## [Work to complete]
Repeat every line of the data exactly, but not the pictures.
□ □ □ □ □
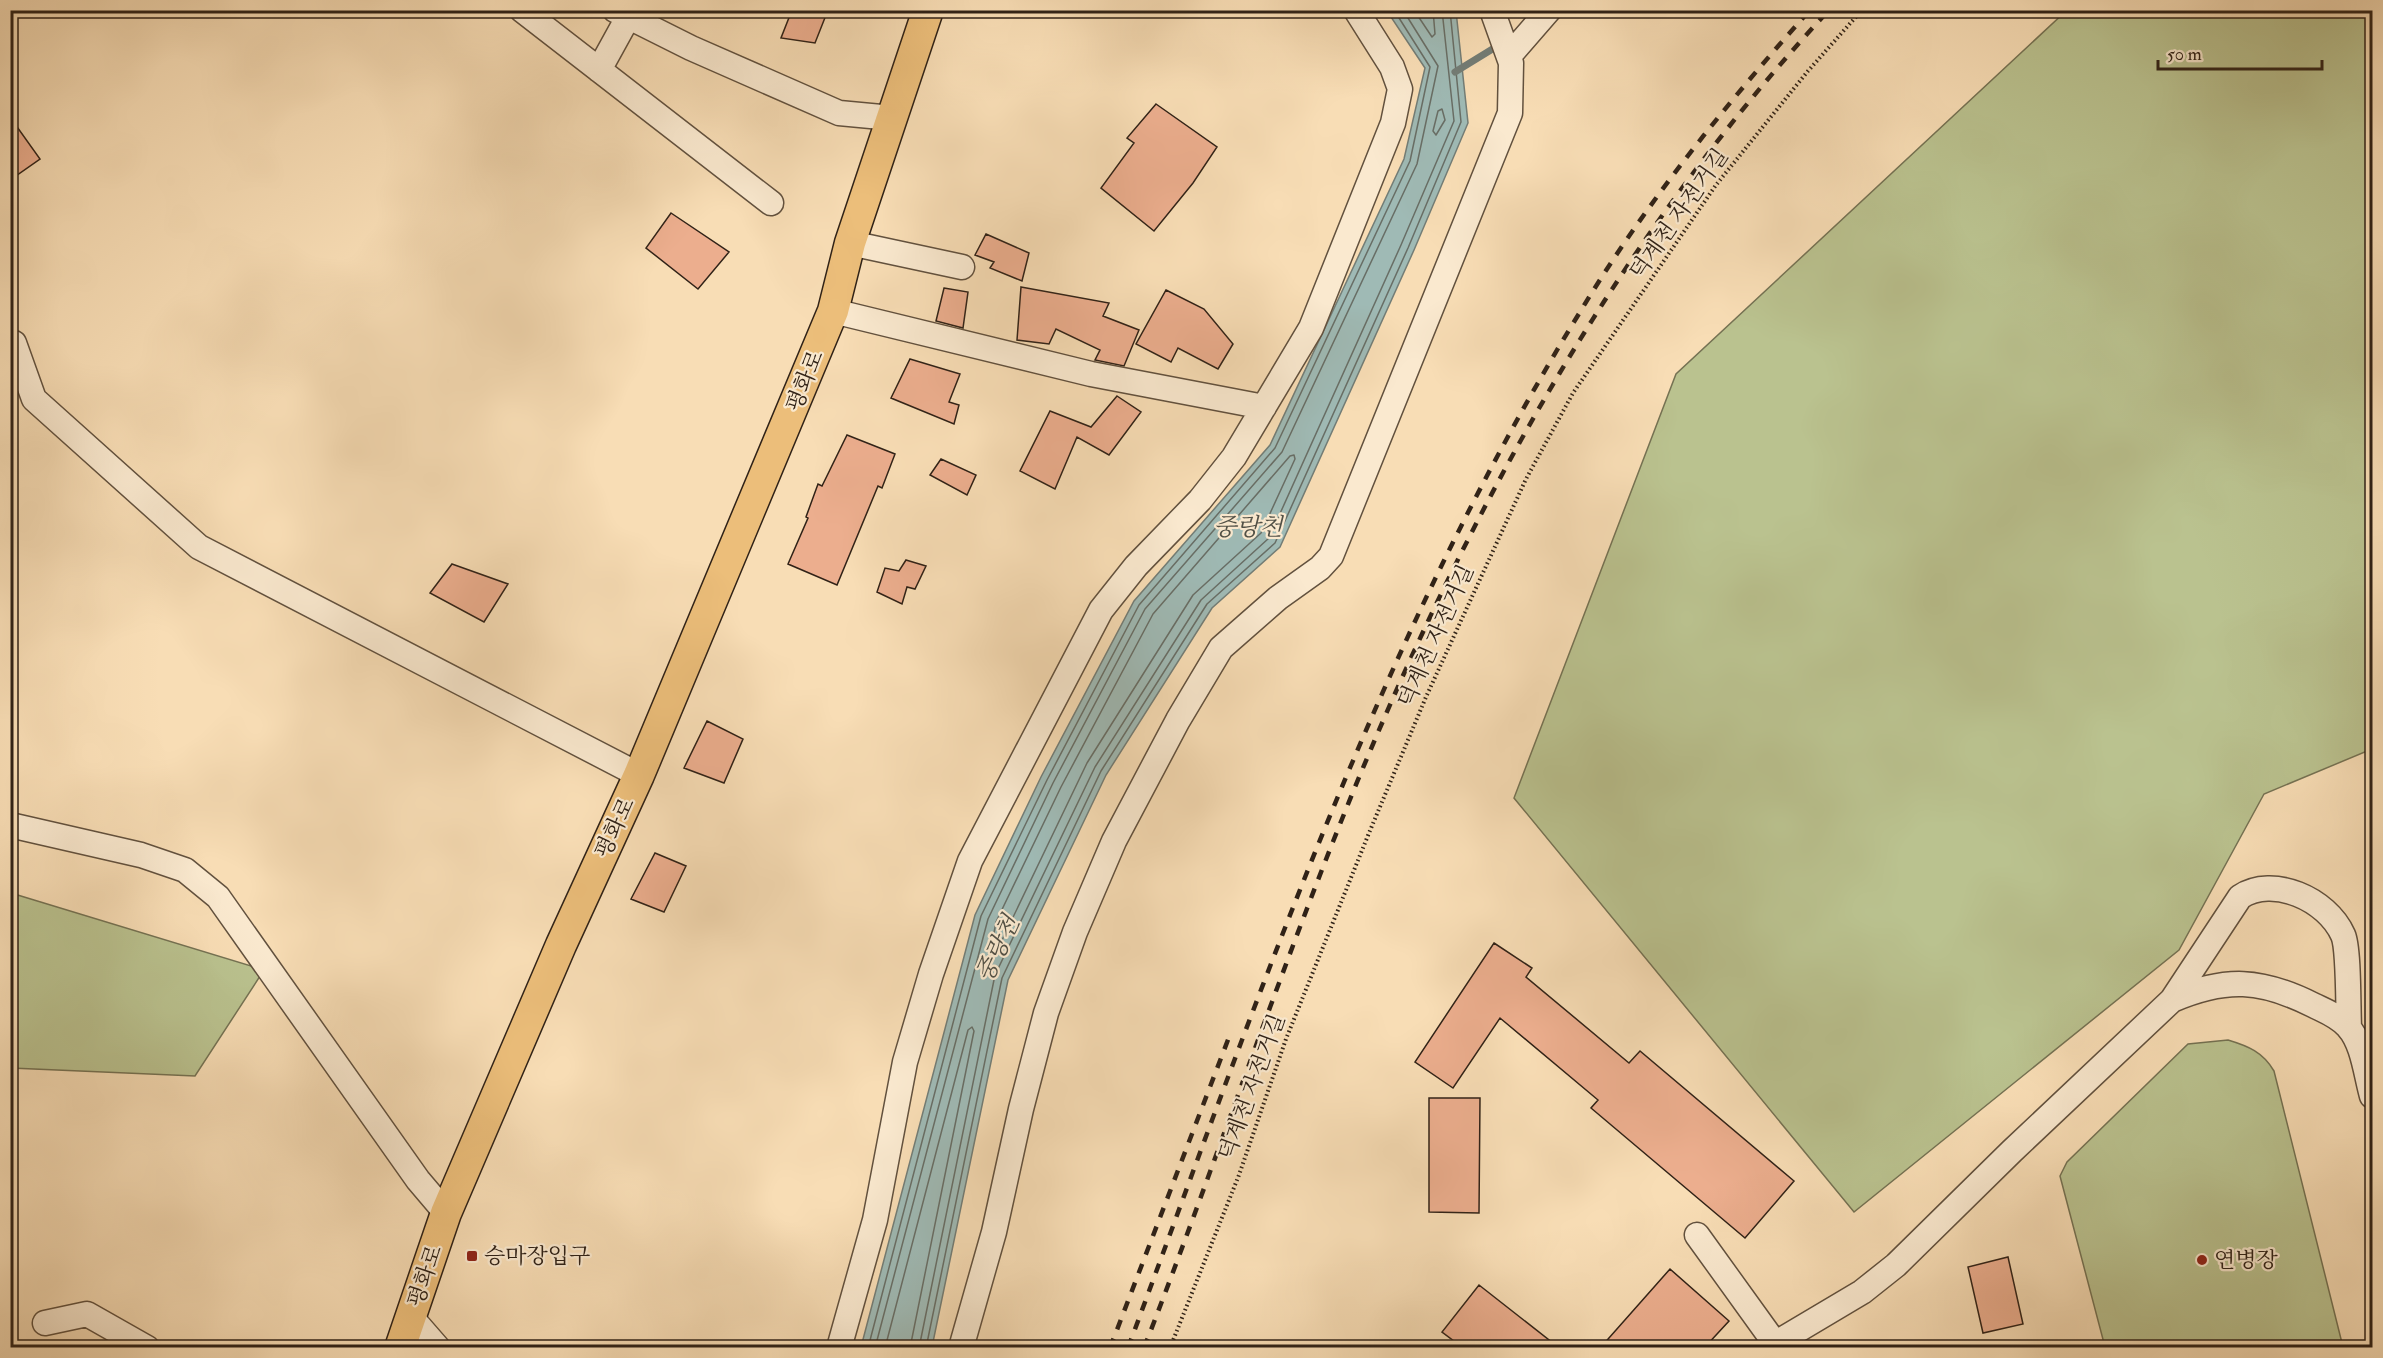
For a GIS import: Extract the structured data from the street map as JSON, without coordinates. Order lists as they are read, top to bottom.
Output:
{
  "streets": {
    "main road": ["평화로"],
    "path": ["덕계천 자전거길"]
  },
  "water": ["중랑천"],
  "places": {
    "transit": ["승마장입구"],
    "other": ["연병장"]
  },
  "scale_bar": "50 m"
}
□ □ □ □ □
## [Output of the exercise]
For a GIS import: Extract the structured data from the street map as JSON, without coordinates. Order lists as they are read, top to bottom.
Output:
{
  "streets": {
    "main road": ["평화로"],
    "path": ["덕계천 자전거길"]
  },
  "water": ["중랑천"],
  "places": {
    "transit": ["승마장입구"],
    "other": ["연병장"]
  },
  "scale_bar": "50 m"
}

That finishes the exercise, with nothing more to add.